E-Tech’s largest long term commitment is on behalf of the struggle of four Indigenous Federations’ efforts to remediate and rehabilitate crude oil destruction of Amazon Basin territory in Loreto, Peru. This is known as the Cuatro Cuencas movement

Interrelated with this huge decades-long task is the Federations’ hard work and planning to develop a post-oil regenerative economy for subsequent generations by the current leaders or ”Apus” of the Federations. A first element of economic development has been the creation of a program to train environmental monitors and communal businesses to work as skilled remediators of their own territory. This process is a huge and underfunded undertaking; both nationally and globally precedent setting. The government-Federation “actas” of 2016 incorporate the practice of determining the best strategies from the Indigenous perspective. At all stages of this remediation-rehabilitation, the 4 Federations have the right to prior informed consent of any government plan for implementation of cleanup.
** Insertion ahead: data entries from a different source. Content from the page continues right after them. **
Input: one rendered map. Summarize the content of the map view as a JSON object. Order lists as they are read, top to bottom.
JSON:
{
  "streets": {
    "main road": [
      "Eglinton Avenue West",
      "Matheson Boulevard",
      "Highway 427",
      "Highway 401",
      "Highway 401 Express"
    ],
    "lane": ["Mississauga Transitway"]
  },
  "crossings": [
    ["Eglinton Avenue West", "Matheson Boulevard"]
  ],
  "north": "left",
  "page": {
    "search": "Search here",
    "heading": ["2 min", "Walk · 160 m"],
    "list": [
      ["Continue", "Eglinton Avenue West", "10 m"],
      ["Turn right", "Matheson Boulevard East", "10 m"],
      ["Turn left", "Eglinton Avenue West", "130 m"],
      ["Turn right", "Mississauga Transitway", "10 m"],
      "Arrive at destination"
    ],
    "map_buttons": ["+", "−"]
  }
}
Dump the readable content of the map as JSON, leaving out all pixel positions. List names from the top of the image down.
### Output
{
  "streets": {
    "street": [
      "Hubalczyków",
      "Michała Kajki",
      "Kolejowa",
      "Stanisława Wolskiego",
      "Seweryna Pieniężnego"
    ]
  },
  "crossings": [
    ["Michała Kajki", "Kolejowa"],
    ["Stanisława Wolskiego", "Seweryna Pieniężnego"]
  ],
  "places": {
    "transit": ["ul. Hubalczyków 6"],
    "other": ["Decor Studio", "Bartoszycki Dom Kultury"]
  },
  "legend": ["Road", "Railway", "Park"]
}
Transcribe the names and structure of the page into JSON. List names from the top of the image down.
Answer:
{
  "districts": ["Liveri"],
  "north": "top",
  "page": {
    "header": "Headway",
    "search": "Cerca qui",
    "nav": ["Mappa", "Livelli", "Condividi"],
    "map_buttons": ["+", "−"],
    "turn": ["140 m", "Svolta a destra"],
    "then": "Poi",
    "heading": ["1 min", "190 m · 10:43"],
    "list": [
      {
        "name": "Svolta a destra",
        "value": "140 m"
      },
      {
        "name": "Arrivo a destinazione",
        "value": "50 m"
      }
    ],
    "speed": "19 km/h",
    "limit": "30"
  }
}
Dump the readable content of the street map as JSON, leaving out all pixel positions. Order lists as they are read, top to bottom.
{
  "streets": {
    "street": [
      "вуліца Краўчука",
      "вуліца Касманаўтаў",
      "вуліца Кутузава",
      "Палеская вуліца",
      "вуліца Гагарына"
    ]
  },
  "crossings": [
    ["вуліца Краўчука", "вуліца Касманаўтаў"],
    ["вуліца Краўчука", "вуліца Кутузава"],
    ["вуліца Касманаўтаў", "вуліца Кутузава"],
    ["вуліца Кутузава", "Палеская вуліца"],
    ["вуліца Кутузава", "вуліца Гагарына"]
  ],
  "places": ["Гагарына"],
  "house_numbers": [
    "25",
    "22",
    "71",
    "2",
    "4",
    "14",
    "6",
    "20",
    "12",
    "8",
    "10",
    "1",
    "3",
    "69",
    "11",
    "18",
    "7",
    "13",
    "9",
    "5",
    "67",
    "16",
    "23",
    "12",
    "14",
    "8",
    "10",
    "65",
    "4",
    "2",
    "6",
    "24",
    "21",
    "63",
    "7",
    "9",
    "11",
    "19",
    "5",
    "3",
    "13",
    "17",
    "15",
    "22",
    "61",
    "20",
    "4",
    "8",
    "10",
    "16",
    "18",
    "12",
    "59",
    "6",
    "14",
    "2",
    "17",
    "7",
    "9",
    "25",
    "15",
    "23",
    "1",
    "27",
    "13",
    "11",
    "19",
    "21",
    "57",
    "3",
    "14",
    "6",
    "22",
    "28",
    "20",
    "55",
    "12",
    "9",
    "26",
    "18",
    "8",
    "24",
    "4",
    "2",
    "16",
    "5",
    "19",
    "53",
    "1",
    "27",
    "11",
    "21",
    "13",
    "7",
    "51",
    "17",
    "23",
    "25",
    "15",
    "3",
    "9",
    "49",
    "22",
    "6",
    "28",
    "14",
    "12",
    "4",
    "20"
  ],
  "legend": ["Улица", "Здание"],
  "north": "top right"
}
E-Tech International’s commitment is shared by our partner, Peruvian nonprofit E-Tech Peru, and by the “platform” for the Federations, PUINAMUDT.

Our early history in Loreto was focused on assistance to Achuar communities, beginning in 2006 with assistance in the Corrientes River area to Federation FECONACO in implementing the injection of polluted produced water into wells and not into surface waters. In subsequent years, we monitored the progress – or rather lack thereof – of Pluspetrol remediation of Blocks 1AB (now 192) and 8 and worked with indigenous monitoring groups to understand their own vision of community monitoring. In 2014, we began to work directly with PUINAMUDT in the Pastaza, Marañon, Corrientes, and Tigre rivers. From 2012 to 2015, the focus was negotiating an agreement between the Federations and the national government. Post 2016, there has been a very dynamic implementation and evolution of these agreements. Currently the Federations involved are ACODECOSPAT (Marañon River basin) FECONACOR (Corrientes) FEDIQUEP (Pastaza) and OPIKAFPE (Tigre).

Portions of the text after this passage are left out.